Franco Victorio

Posted on Mar 13, 2019

How to write a plugin for Prettier

#javascript #prettier #tutorial

Originally posted here.

In this post I will show you how to build a very simple plugin for Prettier. You will learn how to structure, test and, of course, write a plugin. I'm far from being an expert on this, but I learned a lot by contributing to the Solidity plugin, and noticed that there doesn't seem to be a lot of material on this subject, except for the official documentation.

We'll be using TOML as the example language. I chose TOML because it has an easy syntax and, as far as I know, there's no Prettier plugin for it. The result won't be a usable plugin, as you'll see, but with any luck you will learn enough to develop a proper one.
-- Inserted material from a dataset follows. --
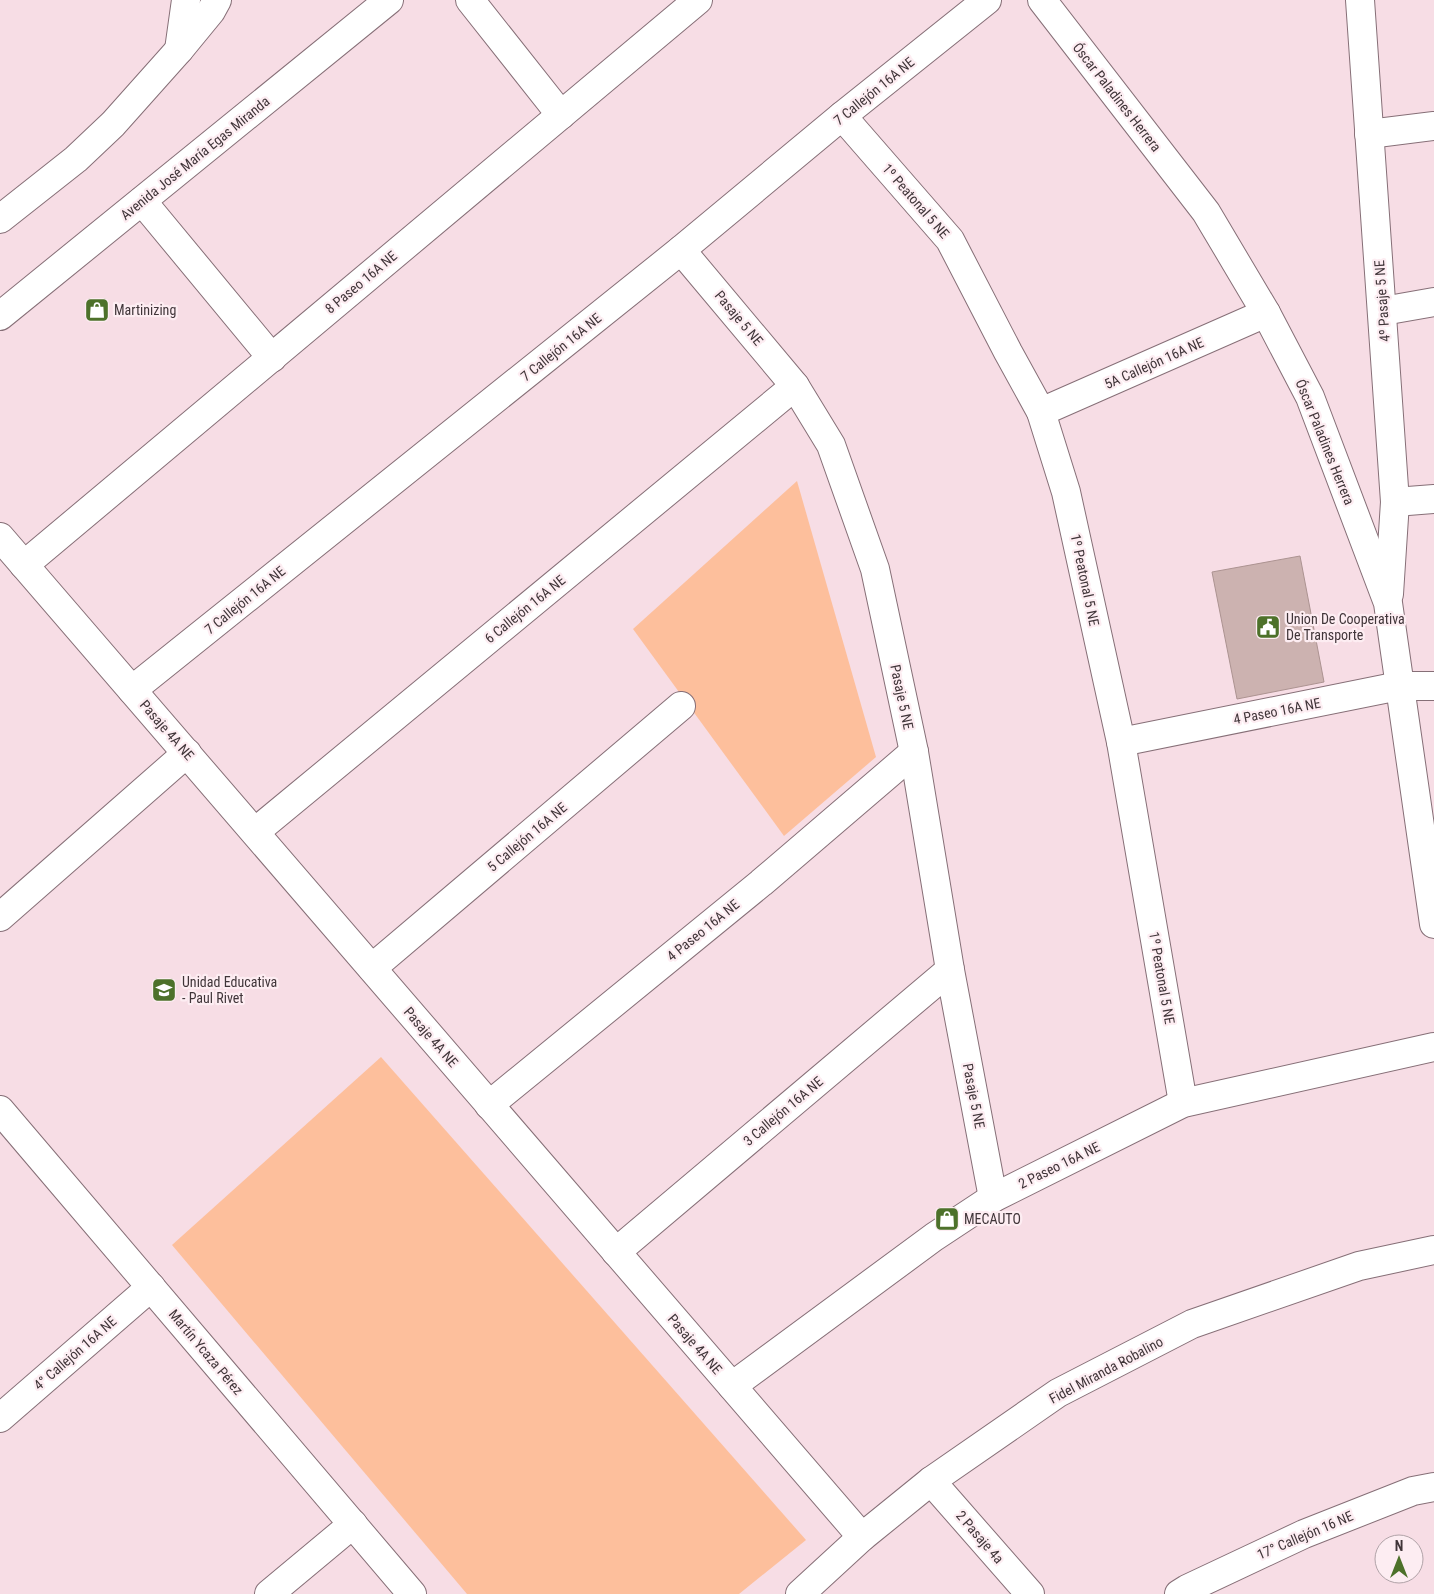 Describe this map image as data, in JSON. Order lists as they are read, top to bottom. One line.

Why would you want to learn this? Well, there are two strong reasons. First, you'll be able to create a plugin for any language that is not supported yet (like TOML and Dockerfile, but there probably are many others). And second, you'll be able to contribute to one of the existing plugins. Moreover, since the core of Prettier itself is written using the plugin API, you could even contribute to the main repository if you wanted to.

How Prettier works?

At its core, what Prettier does is very simple: it takes some code (a string), converts it to an AST (Abstract Syntax Tree, a representation of the code) and then prints the code using only the AST. That means that the style of the original code is (almost) completely ignored. You can learn more in the original blog post.

For our purposes, the important part is that we need a parser that transforms the code to an AST, and a function that takes this and pretty-prints it. Our initial setup already has a configured parser, using toml-node, so we only need to worry about the printer function.

Setup

First we'll clone this repository that has all the boilerplate you'll need to start. I'll explain its contents soon. After cloning it, go the top level directory and run npm install to install the dependencies. You should now be able to run the plugin in the example file (example.toml) with this command:

./node_modules/.bin/prettier --plugin . example.toml

There's also a npm script for this, so npm run example should work too, but this shows how to run the plugin in any file you want.

After running the command, you won't see any output, and that's OK. For now, our plugin doesn't emit anything: when the printer function receives the AST, it just returns an empty string.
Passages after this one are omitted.